Banquets are a part of most international competitions and it is there where you get a feel for each team’s culture as they might share things like songs, dances, traditional dress, etc. I was always a little envious at the strong cultural bonds exhibited by other foreign teams and often wondered what common identity our US team shared, especially in light of the incredible differences I saw between me and my teammates. We were a hodgepodge of individuals represented by all religions and nationalities and any mixture of them.
Training camps were always an interesting and unique challenge as cultures and lifestyles clashed. On one such occasion during a two week national team training camp in 1983, my teammate Tony Amado and several of his inner city Portland team mates burst onto the scene with a classically huge obnoxious boom box blaring cutting edge hip hop music. To me a conservative Baptist Bible college student in was anathema! The Box followed Tony and his entourage everywhere especially to the practice room where it was used as part of their warmup/play routine before practice. They were incredible break dancers and the music fueled their physical activity. In my mind, pre practice was a wondrously annoying spectacle.
The music, which always continued into practice, was an offence. It pierced my very being and tortured my soul. Stated without hyperbole, I really didn’t like it and it was a major distraction. My many attempts to turn the music off were met with strong resistance. I eventually appealed the issue to Pavel Katsen our national coach, carefully explaining to him the evils of this music and the detrimental effect it was having on our team because they were relying on it as a crutch.

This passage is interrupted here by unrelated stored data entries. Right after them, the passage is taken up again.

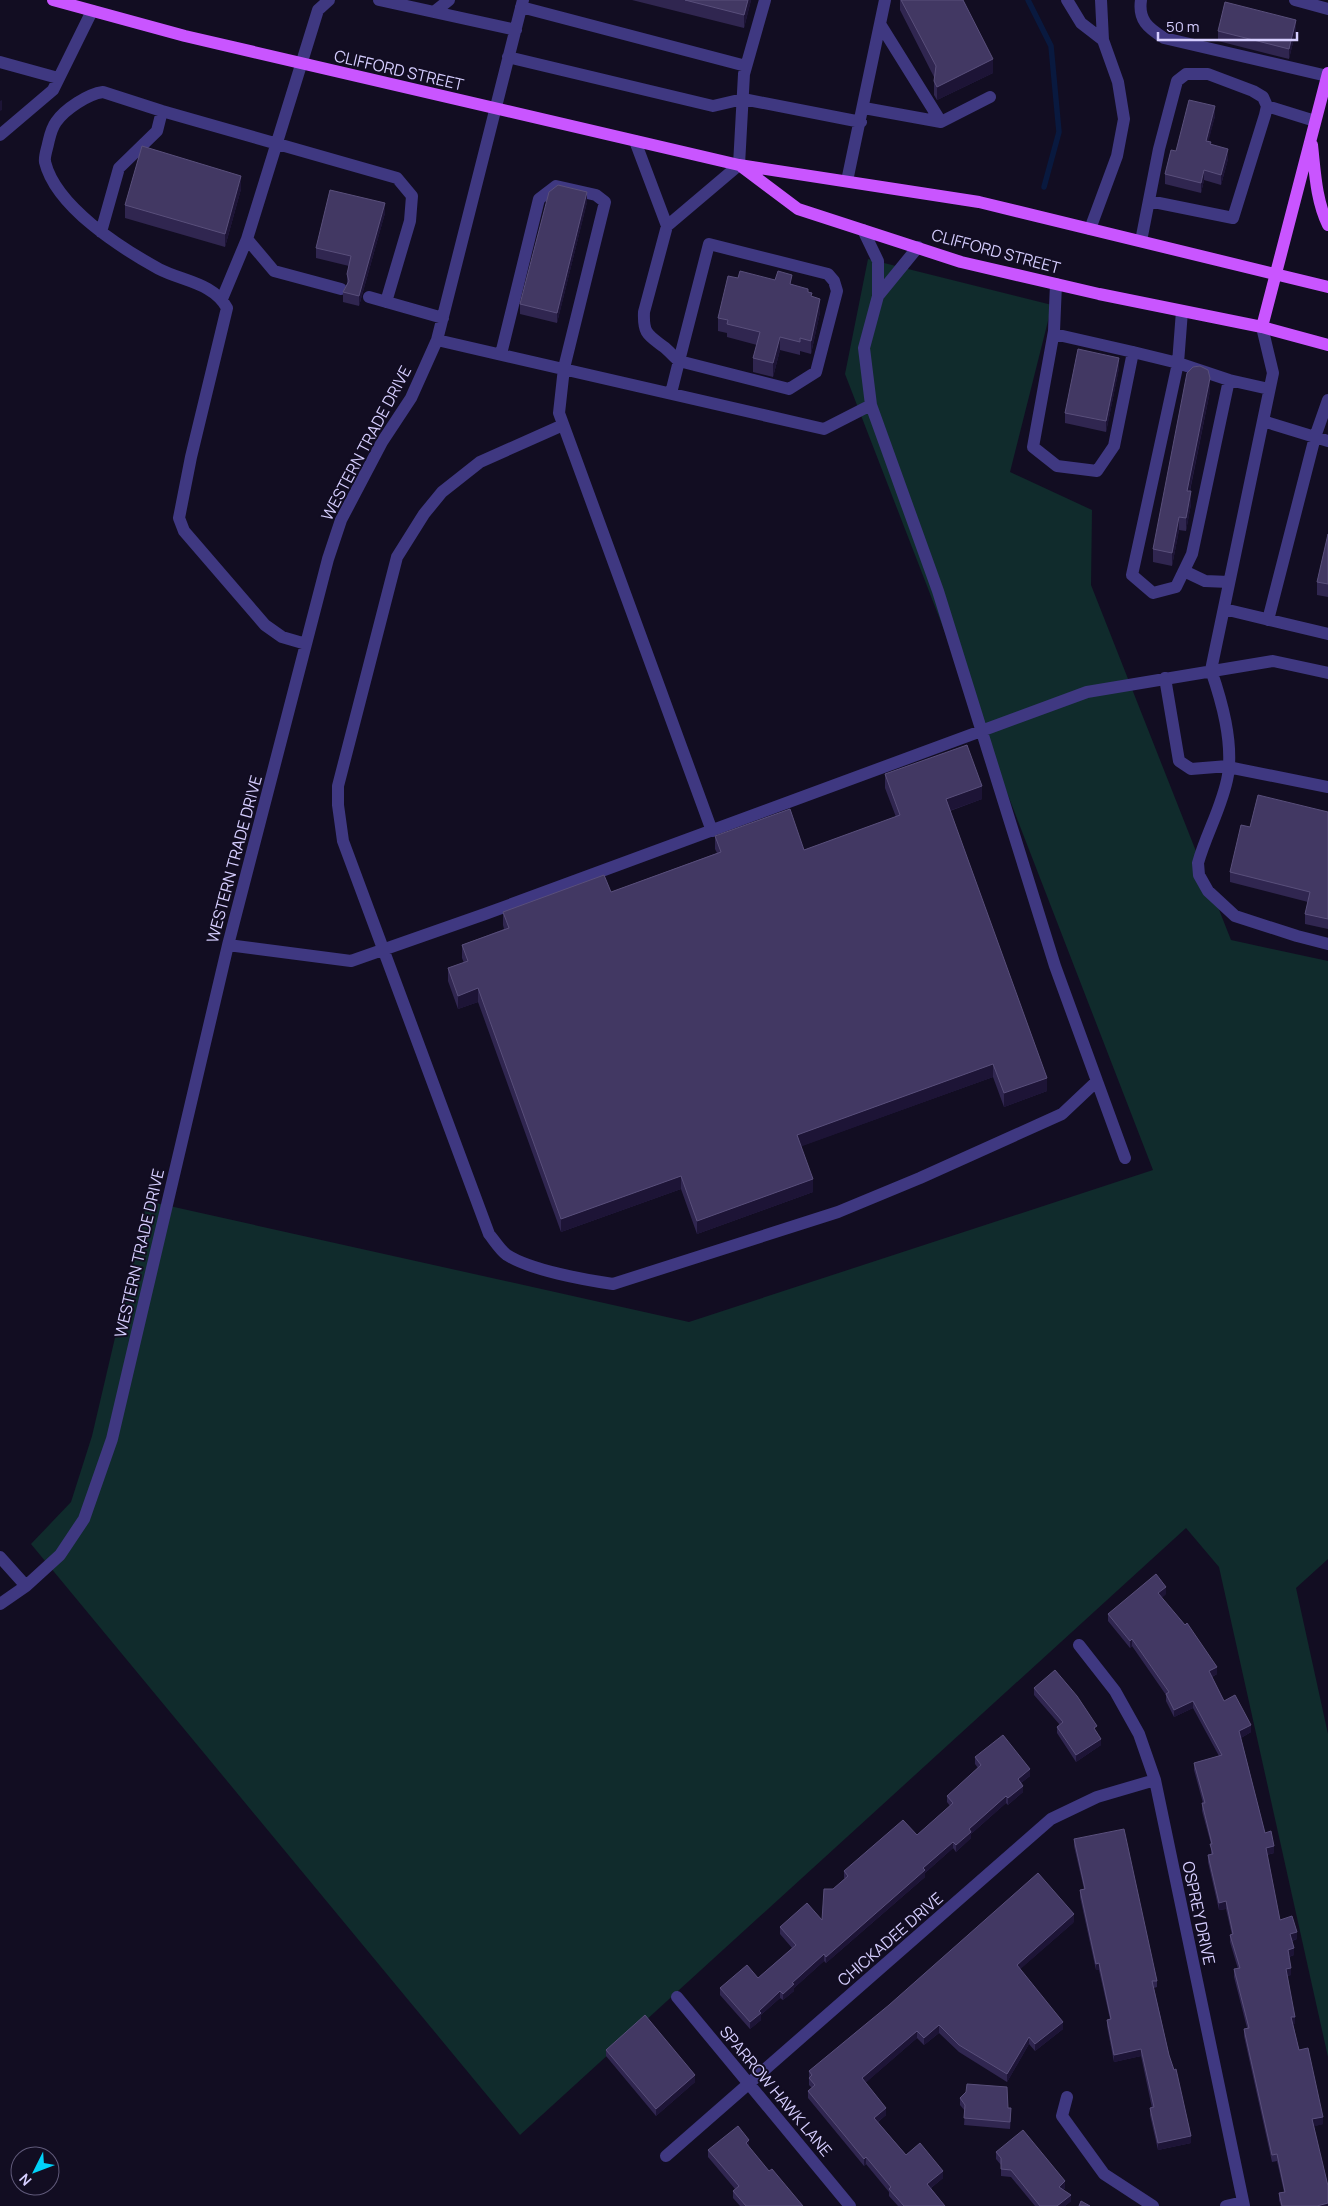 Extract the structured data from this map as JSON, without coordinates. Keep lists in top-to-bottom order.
{
  "streets": {
    "main road": ["CLIFFORD STREET"],
    "street": [
      "WESTERN TRADE DRIVE",
      "OSPREY DRIVE",
      "CHICKADEE DRIVE",
      "SPARROW HAWK LANE"
    ]
  },
  "crossings": [
    ["CLIFFORD STREET", "WESTERN TRADE DRIVE"],
    ["OSPREY DRIVE", "CHICKADEE DRIVE"],
    ["CHICKADEE DRIVE", "SPARROW HAWK LANE"]
  ],
  "scale_bar": "50 m",
  "north": "bottom left"
}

After careful consideration, Pavel declared that the music would continue and explained to me that this hardship I was experiencing should be embraced as my personal mental toughness training. I reluctantly accepted the challenge and dealt with my mental discomfort.

During the cold war in the USSR and Eastern Europe, somberness and unassuming behavior seemed to be the norm accompanied by what felt like an underlying fearfulness. The last thing anyone wanted in the Eastern Block was to draw attention to themselves especially in public places. Public contact with westerners was mostly avoided and I’m sure we were somewhat of a spectacle to the locals.
On one particular layover in an airport in Eastern Europe, Tony Amado’s music was playing. My teammates were strewn about the waiting area laughing, telling stories, reading books and playing card games. I noticed looks of distain and discomfort as people walked by and realized how out of place we were and how foreign this suppressed culture seemed to me. The moment made me feel very uncomfortable also, but when I took a second look at my teammates they could not have cared less. They were a group of individuals freely expressing themselves. We were a microcosm of America and I took comfort being a part of this group knowing we brought our culture with us. Even Tony’s music was welcomed, not because I liked it but because it reminded me of our greatest American treasure, personal liberty.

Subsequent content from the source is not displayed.